The obvious book to compare this one to is William BurroughsNaked Lunch. Not that these are the only junkie novels – far from it – but they are both well-known in their own areas, the Burroughs’ one obviously better known generally. While Burroughs is what one can only describe as American – flamboyant, egotistical, loud-mouthed, wild, Trocchi is very British (despite his Italian ancestry) – laid back, descriptive in a low key manner, quiet, almost self-effacing. His story of his stay in New York, working on a scow, while doing drugs, is so well-told yet so different from Burroughs. If you are looking for the effects of shooting up or heroin withdrawal symptoms, then this is the wrong book for you. Not that he doesn’t discuss his own shooting up but his description is very laid-back. Indeed, his most telling description is a quote from Cocteau (in the original French, of course) which basically says that most of us are on an express train heading towards death while junkies step off the train and are concerned with things other than life and death.
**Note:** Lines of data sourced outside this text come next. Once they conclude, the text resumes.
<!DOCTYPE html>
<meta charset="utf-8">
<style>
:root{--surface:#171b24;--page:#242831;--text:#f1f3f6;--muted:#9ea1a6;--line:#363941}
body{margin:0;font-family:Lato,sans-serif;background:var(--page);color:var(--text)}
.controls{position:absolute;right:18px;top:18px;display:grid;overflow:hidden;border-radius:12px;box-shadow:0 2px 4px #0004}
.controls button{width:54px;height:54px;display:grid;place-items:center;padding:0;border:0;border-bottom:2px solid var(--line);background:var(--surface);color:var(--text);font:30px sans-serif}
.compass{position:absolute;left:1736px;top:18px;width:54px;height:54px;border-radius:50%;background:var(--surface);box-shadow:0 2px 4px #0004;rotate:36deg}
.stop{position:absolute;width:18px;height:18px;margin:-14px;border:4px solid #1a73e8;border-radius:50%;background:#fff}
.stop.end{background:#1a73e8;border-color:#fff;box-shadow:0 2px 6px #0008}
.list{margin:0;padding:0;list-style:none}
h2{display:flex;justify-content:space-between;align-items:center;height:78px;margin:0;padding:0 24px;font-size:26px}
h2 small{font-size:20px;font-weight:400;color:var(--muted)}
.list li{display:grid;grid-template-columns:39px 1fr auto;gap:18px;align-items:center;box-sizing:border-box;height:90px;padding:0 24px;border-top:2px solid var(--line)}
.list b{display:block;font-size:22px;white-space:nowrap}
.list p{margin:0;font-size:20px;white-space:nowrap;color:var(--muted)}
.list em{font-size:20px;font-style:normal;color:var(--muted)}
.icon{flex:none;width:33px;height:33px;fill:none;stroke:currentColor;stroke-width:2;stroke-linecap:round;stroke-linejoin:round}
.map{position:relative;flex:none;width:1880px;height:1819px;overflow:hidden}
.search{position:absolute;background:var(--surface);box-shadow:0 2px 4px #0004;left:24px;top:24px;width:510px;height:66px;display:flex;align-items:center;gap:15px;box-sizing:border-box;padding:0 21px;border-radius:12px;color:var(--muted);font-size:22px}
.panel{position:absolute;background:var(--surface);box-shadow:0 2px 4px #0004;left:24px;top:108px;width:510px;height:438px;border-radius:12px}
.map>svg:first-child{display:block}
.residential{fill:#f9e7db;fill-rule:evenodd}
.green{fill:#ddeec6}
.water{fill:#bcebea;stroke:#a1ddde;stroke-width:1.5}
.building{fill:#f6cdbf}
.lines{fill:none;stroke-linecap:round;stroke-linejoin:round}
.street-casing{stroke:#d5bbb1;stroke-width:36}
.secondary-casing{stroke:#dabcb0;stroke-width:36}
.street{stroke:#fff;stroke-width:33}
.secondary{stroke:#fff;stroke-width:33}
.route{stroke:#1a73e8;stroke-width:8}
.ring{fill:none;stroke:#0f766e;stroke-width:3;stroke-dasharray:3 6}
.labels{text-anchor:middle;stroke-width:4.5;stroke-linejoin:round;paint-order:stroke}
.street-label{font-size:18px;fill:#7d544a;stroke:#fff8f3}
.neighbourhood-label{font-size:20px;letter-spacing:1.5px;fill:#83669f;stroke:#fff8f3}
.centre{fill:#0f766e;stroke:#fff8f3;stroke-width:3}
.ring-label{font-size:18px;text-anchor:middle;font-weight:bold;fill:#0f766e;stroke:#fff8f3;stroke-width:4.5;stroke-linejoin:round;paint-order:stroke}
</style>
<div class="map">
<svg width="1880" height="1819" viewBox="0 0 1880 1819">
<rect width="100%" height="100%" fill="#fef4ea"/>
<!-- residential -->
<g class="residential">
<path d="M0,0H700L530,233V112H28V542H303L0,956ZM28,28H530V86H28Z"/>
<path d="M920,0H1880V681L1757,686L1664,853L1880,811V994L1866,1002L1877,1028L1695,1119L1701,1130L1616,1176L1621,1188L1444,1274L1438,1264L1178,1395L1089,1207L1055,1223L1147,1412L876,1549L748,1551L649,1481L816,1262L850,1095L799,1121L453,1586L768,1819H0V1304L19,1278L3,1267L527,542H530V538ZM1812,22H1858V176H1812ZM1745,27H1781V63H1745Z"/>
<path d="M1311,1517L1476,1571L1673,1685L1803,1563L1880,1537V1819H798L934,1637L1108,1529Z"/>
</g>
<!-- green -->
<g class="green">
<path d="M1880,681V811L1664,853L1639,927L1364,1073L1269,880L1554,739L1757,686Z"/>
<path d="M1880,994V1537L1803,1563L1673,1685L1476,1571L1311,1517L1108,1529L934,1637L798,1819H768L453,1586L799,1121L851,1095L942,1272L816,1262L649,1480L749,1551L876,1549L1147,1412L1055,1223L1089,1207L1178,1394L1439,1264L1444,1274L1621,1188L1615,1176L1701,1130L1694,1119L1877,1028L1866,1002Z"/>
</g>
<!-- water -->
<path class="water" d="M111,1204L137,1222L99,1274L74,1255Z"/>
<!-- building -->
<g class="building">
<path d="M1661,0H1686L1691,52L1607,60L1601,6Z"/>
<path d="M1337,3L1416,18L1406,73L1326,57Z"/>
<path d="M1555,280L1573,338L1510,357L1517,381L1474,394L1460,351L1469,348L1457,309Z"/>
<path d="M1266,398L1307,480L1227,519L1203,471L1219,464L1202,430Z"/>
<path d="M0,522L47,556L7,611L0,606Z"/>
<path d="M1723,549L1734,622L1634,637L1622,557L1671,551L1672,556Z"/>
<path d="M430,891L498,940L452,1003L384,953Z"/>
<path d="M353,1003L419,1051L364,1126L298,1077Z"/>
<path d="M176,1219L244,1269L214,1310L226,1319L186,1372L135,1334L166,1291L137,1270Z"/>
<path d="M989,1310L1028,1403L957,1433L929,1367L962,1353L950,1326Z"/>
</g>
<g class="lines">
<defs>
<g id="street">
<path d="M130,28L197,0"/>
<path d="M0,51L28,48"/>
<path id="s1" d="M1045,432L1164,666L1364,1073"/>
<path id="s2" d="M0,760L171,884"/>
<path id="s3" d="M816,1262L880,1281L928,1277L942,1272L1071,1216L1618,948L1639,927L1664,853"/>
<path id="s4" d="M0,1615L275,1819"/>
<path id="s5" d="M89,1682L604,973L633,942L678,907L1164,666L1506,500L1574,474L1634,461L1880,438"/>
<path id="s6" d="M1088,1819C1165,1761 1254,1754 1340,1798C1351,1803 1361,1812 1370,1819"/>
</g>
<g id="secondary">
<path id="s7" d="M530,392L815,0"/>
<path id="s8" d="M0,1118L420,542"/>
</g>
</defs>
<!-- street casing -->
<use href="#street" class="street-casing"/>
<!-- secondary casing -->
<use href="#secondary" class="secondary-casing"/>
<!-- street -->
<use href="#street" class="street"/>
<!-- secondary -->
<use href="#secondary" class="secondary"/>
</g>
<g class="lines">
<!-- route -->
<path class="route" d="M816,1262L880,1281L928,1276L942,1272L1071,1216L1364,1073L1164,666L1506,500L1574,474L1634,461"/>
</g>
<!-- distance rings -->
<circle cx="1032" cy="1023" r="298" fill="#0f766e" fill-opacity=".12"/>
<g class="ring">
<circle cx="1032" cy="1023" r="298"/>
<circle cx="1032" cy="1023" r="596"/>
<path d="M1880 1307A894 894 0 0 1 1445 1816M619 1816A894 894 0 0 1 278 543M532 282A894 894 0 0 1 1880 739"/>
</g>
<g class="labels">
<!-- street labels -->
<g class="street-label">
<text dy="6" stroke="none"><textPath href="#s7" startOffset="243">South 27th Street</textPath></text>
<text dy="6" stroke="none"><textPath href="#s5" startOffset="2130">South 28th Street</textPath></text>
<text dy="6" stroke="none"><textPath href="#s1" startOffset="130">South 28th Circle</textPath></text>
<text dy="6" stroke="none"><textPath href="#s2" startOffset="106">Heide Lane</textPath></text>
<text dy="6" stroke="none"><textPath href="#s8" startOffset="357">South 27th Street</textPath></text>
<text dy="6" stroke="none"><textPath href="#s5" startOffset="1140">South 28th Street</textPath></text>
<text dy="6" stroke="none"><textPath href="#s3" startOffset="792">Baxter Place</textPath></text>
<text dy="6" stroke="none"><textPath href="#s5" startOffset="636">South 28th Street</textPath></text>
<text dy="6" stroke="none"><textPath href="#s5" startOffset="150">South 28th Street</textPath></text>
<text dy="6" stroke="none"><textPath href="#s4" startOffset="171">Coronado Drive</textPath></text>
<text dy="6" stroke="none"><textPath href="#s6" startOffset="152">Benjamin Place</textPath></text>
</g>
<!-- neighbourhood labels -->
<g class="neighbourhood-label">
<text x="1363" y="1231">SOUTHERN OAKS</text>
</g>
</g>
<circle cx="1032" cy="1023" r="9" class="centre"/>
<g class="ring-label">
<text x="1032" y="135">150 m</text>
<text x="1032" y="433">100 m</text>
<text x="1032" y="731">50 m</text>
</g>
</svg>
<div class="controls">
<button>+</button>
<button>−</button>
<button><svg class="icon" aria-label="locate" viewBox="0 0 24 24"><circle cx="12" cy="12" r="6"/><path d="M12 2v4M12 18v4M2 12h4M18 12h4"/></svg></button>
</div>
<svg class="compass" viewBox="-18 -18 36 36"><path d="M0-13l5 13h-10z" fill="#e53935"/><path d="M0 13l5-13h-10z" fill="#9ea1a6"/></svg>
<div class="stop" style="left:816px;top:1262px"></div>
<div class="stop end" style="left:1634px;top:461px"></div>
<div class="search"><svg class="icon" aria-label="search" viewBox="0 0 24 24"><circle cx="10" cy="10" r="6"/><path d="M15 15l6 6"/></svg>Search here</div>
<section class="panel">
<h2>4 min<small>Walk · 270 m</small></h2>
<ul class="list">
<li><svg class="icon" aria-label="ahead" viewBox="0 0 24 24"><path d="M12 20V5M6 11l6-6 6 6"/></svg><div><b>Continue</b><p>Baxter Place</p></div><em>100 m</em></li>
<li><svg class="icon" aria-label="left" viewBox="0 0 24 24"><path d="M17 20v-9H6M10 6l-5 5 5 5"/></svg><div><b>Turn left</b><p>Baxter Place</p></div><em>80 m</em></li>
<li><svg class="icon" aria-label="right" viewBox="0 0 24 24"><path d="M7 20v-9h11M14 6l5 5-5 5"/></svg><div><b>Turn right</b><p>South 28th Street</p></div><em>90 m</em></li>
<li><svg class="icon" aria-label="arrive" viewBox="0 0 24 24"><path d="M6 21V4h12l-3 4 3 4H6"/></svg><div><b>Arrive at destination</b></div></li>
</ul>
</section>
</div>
Trocchi tells us not only of his life in New York but gives us this story of his childhood or, more particularly, of the effect on him of his Italian father, a man who was a musician and did not work for twenty-five years. The mother took in boarders and the father was obsessive about keeping the bathroom clean, abusing the other tenants for using the toilet and spending many hours a day in the bathroom keeping it clean. His father’s behaviour clearly had an effect on the young Trocchi, though whether it led him to drugs is not clear. Trocchi gives us an account of other junkies, most of whom seem to be dependent on their habit, whereas Trocchi, while still doing it, seems to be a bit above it all, taking drugs as though it were a perfectly normal thing to do and nothing special. But what he does, in his laid-back style, is tell us what life as a junkie might be – a lonely life, going nowhere, somewhat afraid of the world, with, as he says at the end, nothing ending, certainly not this. Frankly, I preferred it to the Burroughs’ book.